[Start of section]

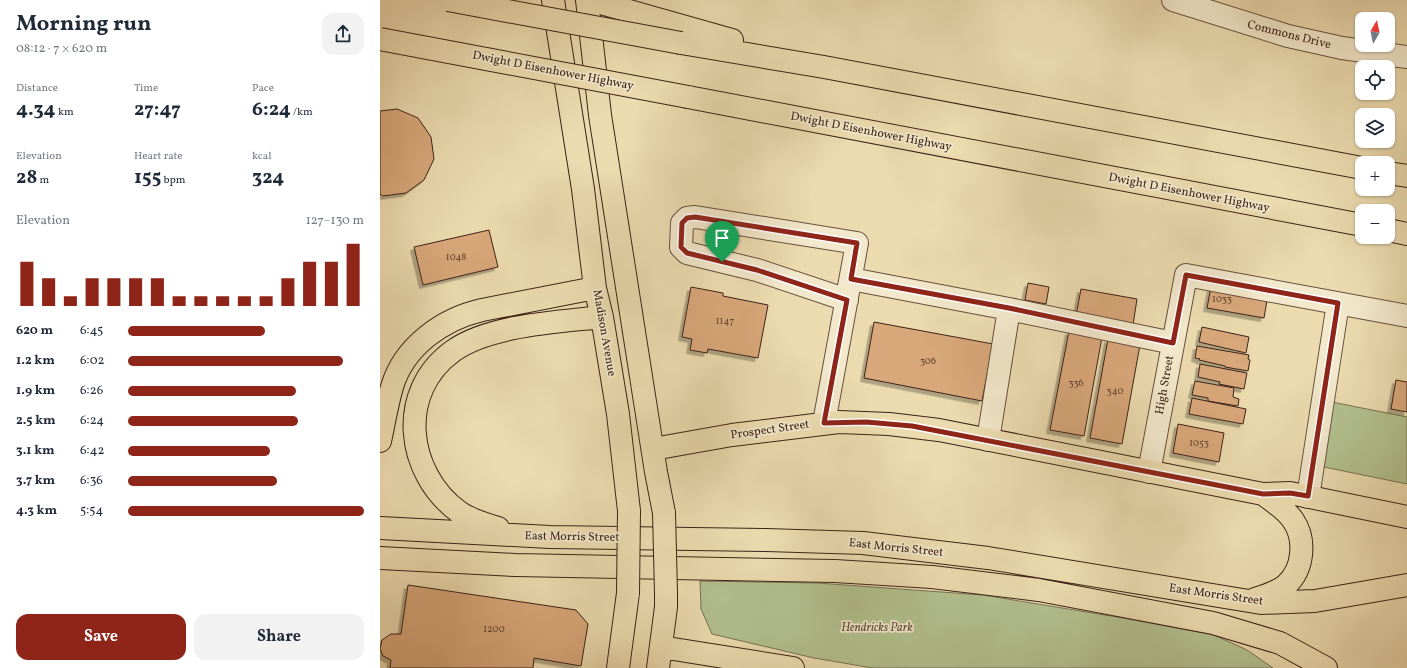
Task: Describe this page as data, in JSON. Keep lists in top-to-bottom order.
{
  "streets": {
    "main road": [
      "Dwight D Eisenhower Highway",
      "Madison Avenue",
      "Prospect Street",
      "East Morris Street"
    ],
    "street": ["Commons Drive", "High Street"]
  },
  "crossings": [
    ["High Street", "Prospect Street"]
  ],
  "parks": ["Hendricks Park"],
  "house_numbers": [
    "1048",
    "1033",
    "1147",
    "306",
    "336",
    "340",
    "1053",
    "1200"
  ],
  "north": "top",
  "page": {
    "heading": ["Morning run", "08:12 · 7 × 620 m"],
    "map_buttons": ["+", "−"],
    "stats": [
      ["Distance", "4.34 km"],
      ["Time", "27:47"],
      ["Pace", "6:24 /km"],
      ["Elevation", "28 m"],
      ["Heart rate", "155 bpm"],
      ["kcal", "324"]
    ],
    "chart": ["Elevation", "127–130 m"],
    "list": [
      {
        "name": "620 m",
        "note": "6:45"
      },
      {
        "name": "1.2 km",
        "note": "6:02"
      },
      {
        "name": "1.9 km",
        "note": "6:26"
      },
      {
        "name": "2.5 km",
        "note": "6:24"
      },
      {
        "name": "3.1 km",
        "note": "6:42"
      },
      {
        "name": "3.7 km",
        "note": "6:36"
      },
      {
        "name": "4.3 km",
        "note": "5:54"
      }
    ],
    "buttons": ["Save", "Share"]
  }
}
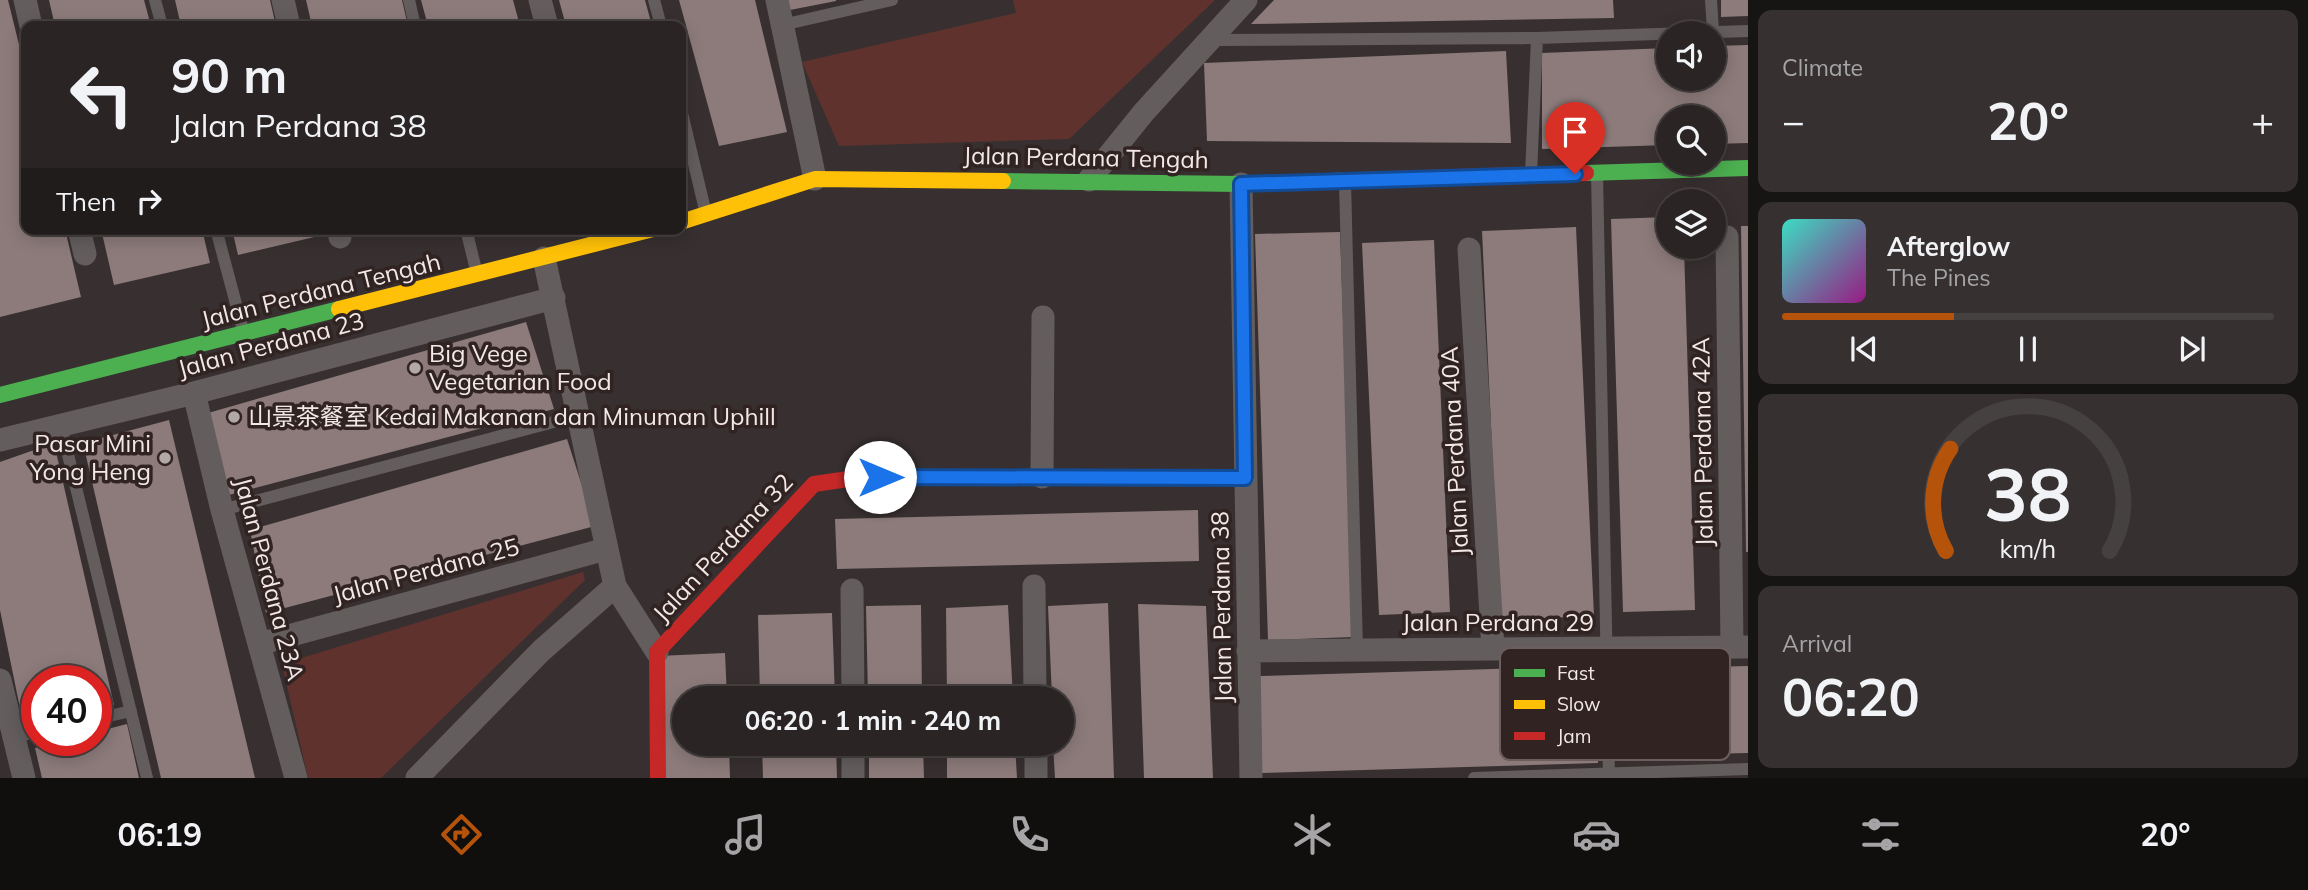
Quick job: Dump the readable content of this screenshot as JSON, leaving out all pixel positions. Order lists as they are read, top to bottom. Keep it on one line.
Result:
{"streets":{"street":["Jalan Perdana Tengah","Jalan Perdana 23","Jalan Perdana 42A","Jalan Perdana 40A","Jalan Perdana 32","Jalan Perdana 25","Jalan Perdana 23A","Jalan Perdana 38","Jalan Perdana 29"]},"crossings":[["Jalan Perdana Tengah","Jalan Perdana 38"],["Jalan Perdana 23","Jalan Perdana 23A"],["Jalan Perdana 42A","Jalan Perdana 29"],["Jalan Perdana 40A","Jalan Perdana 29"],["Jalan Perdana 32","Jalan Perdana 38"],["Jalan Perdana 25","Jalan Perdana 23A"],["Jalan Perdana 38","Jalan Perdana 29"]],"places":["Big Vege Vegetarian Food","山景茶餐室 Kedai Makanan dan Minuman Uphill","Pasar Mini Yong Heng"],"legend":["Fast","Slow","Jam"],"page":{"tile":["Climate",["Arrival","06:20"]],"turn":["90 m","Jalan Perdana 38"],"heat":["−","20°","+"],"then":"Then","song":["Afterglow","The Pines"],"limit":"40","trip":"06:20 · 1 min · 240 m","tabs":["06:19","20°"],"gauge":["38","km/h"]}}
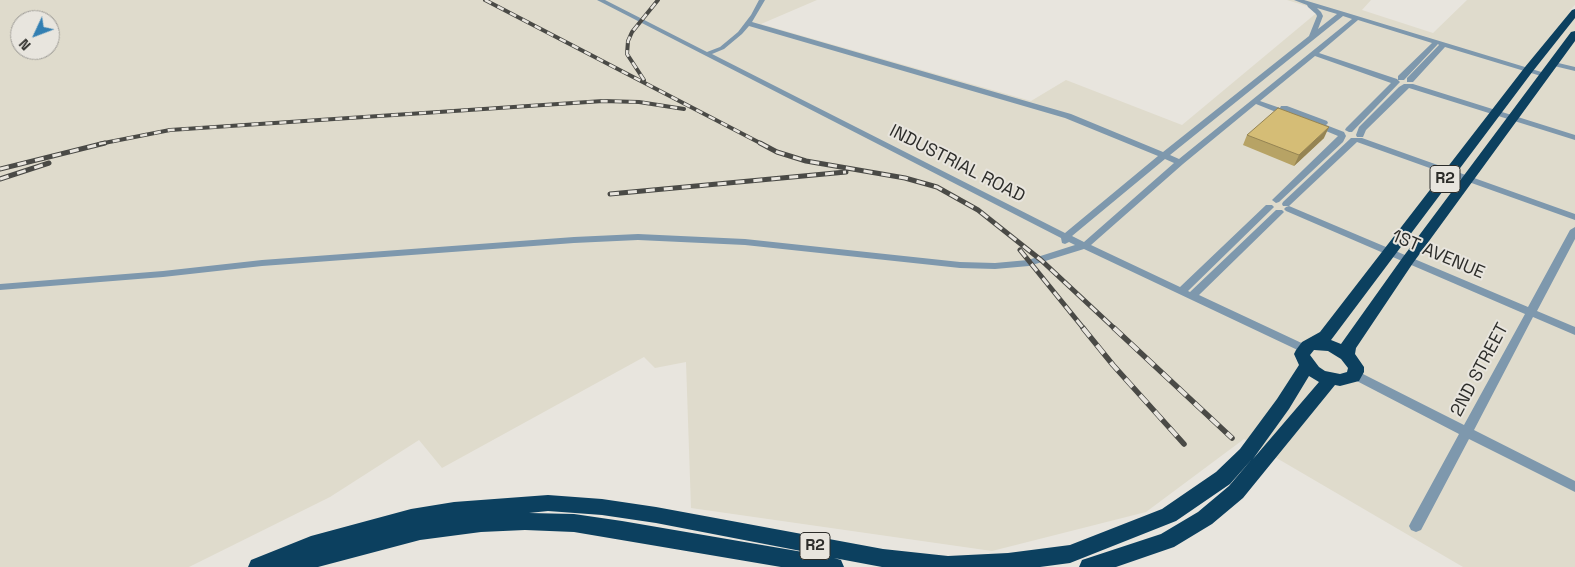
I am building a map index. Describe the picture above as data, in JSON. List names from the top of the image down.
{
  "streets": {
    "highway": ["R2"],
    "street": ["INDUSTRIAL ROAD", "1ST AVENUE", "2ND STREET"]
  },
  "crossings": [
    ["INDUSTRIAL ROAD", "R2"],
    ["R2", "1ST AVENUE"],
    ["1ST AVENUE", "2ND STREET"]
  ],
  "north": "bottom left"
}
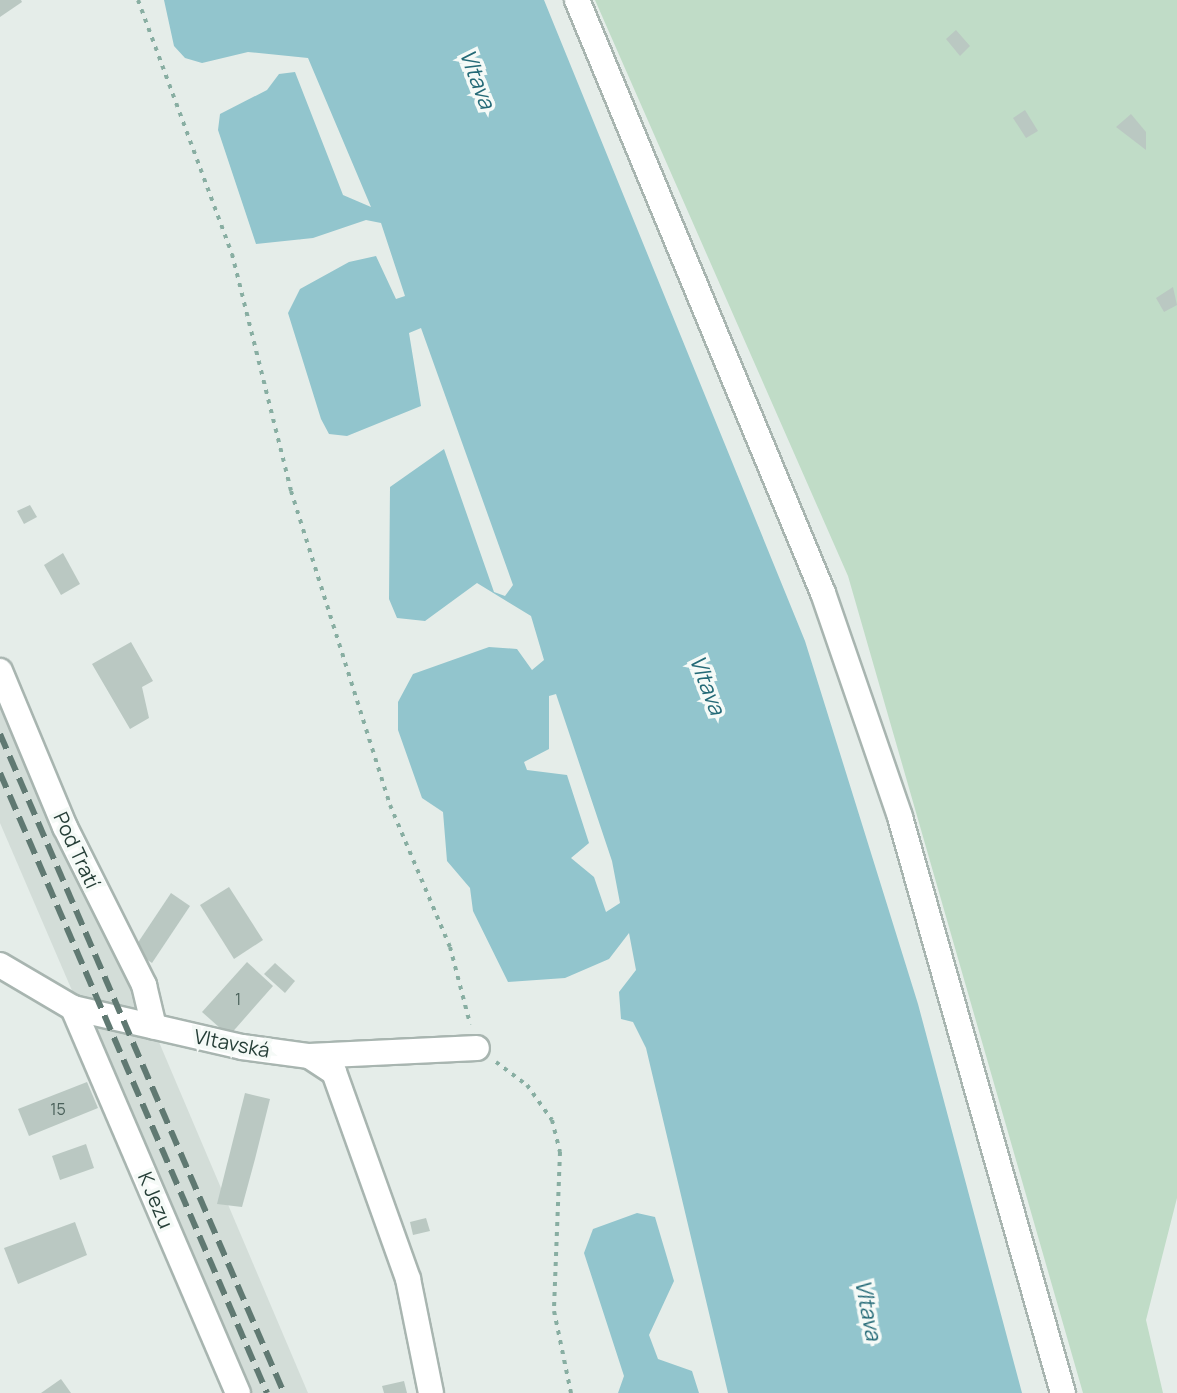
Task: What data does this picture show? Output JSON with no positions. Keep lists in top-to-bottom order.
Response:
{
  "streets": {
    "street": ["Pod Tratí", "Vltavská", "K Jezu"]
  },
  "crossings": [
    ["Pod Tratí", "Vltavská"],
    ["Vltavská", "K Jezu"]
  ],
  "water": ["Vltava"],
  "house_numbers": ["1", "15"]
}
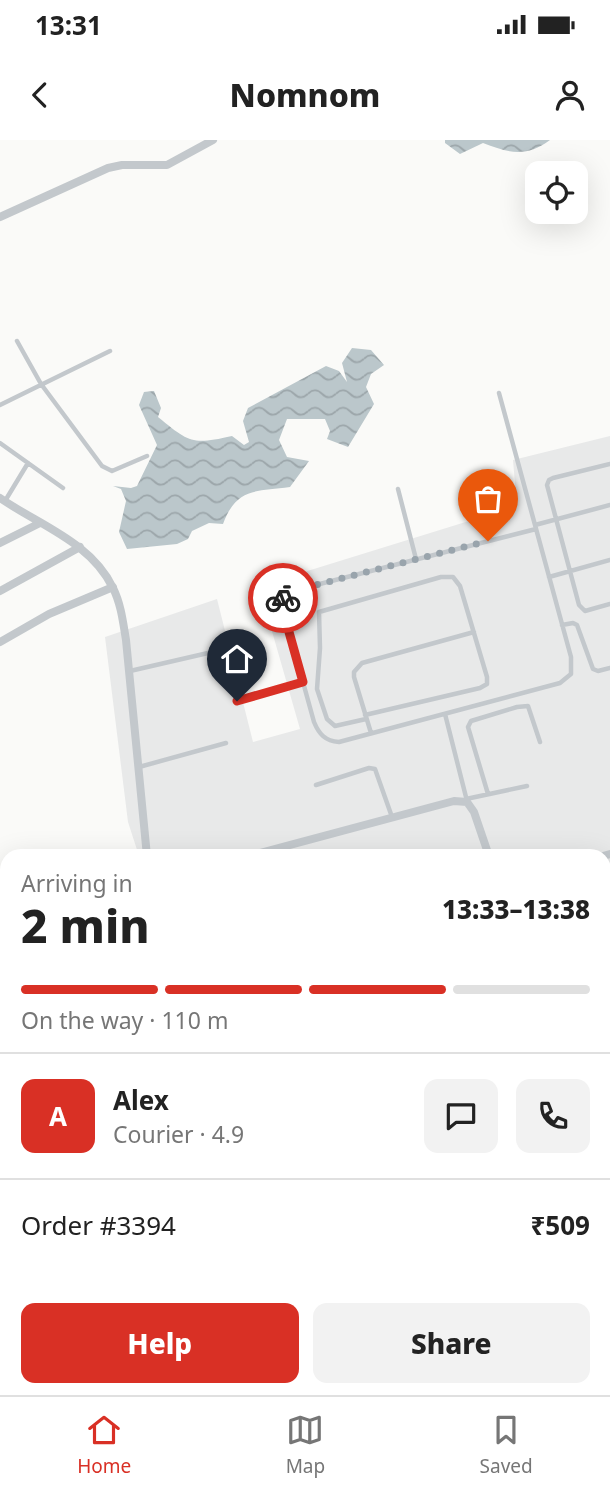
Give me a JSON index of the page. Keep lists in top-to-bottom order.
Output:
{
  "page": {
    "status": "13:31",
    "header": "Nomnom",
    "heading": ["2 min", "Arriving in", "13:33–13:38"],
    "panel": [
      "Alex",
      "Courier · 4.9",
      "Order #3394",
      "₹509"
    ],
    "bar": "On the way · 110 m",
    "round": "A",
    "buttons": ["Help", "Share"],
    "tabs": ["Home", "Map", "Saved"]
  }
}
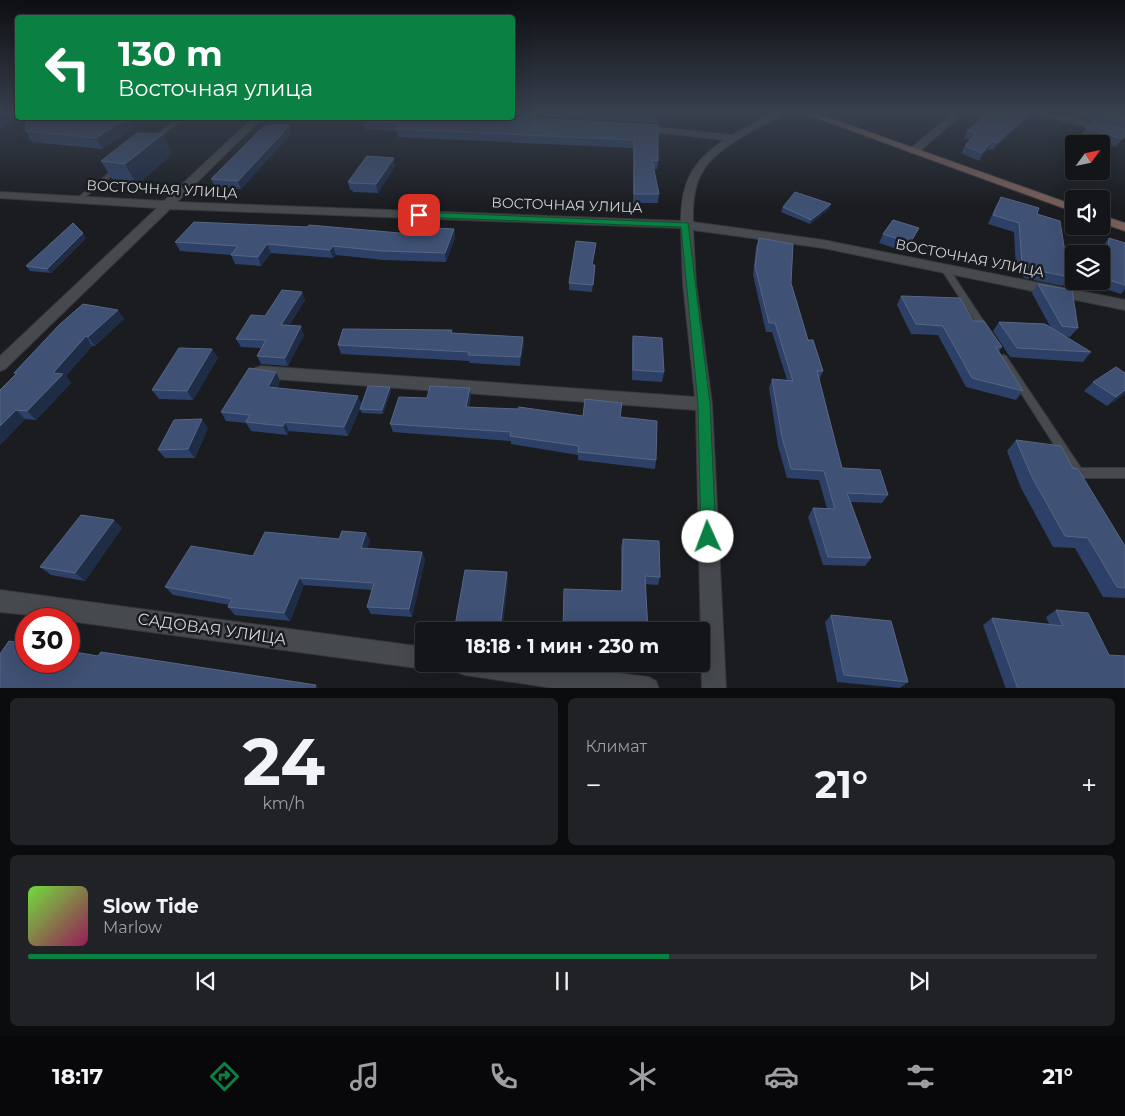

[End of section]

▸ **TASK TO CARRY OUT**
Produce an exact copy of the lines from the line containing "I am building" through the last line of the records, with no pictures and no other text.

▸ **SOLUTION TO THE EXERCISE**
I am building a map index. Describe the picture above as data, in JSON. List names from the top of the image down.
{
  "streets": {
    "highway": ["R2"],
    "street": ["INDUSTRIAL ROAD", "1ST AVENUE", "2ND STREET"]
  },
  "crossings": [
    ["INDUSTRIAL ROAD", "R2"],
    ["R2", "1ST AVENUE"],
    ["1ST AVENUE", "2ND STREET"]
  ],
  "north": "bottom left"
}
Task: What data does this picture show? Output JSON with no positions. Keep lists in top-to-bottom order.
Response:
{
  "streets": {
    "street": ["Pod Tratí", "Vltavská", "K Jezu"]
  },
  "crossings": [
    ["Pod Tratí", "Vltavská"],
    ["Vltavská", "K Jezu"]
  ],
  "water": ["Vltava"],
  "house_numbers": ["1", "15"]
}
Give me a JSON index of the page. Keep lists in top-to-bottom order.
Output:
{
  "page": {
    "status": "13:31",
    "header": "Nomnom",
    "heading": ["2 min", "Arriving in", "13:33–13:38"],
    "panel": [
      "Alex",
      "Courier · 4.9",
      "Order #3394",
      "₹509"
    ],
    "bar": "On the way · 110 m",
    "round": "A",
    "buttons": ["Help", "Share"],
    "tabs": ["Home", "Map", "Saved"]
  }
}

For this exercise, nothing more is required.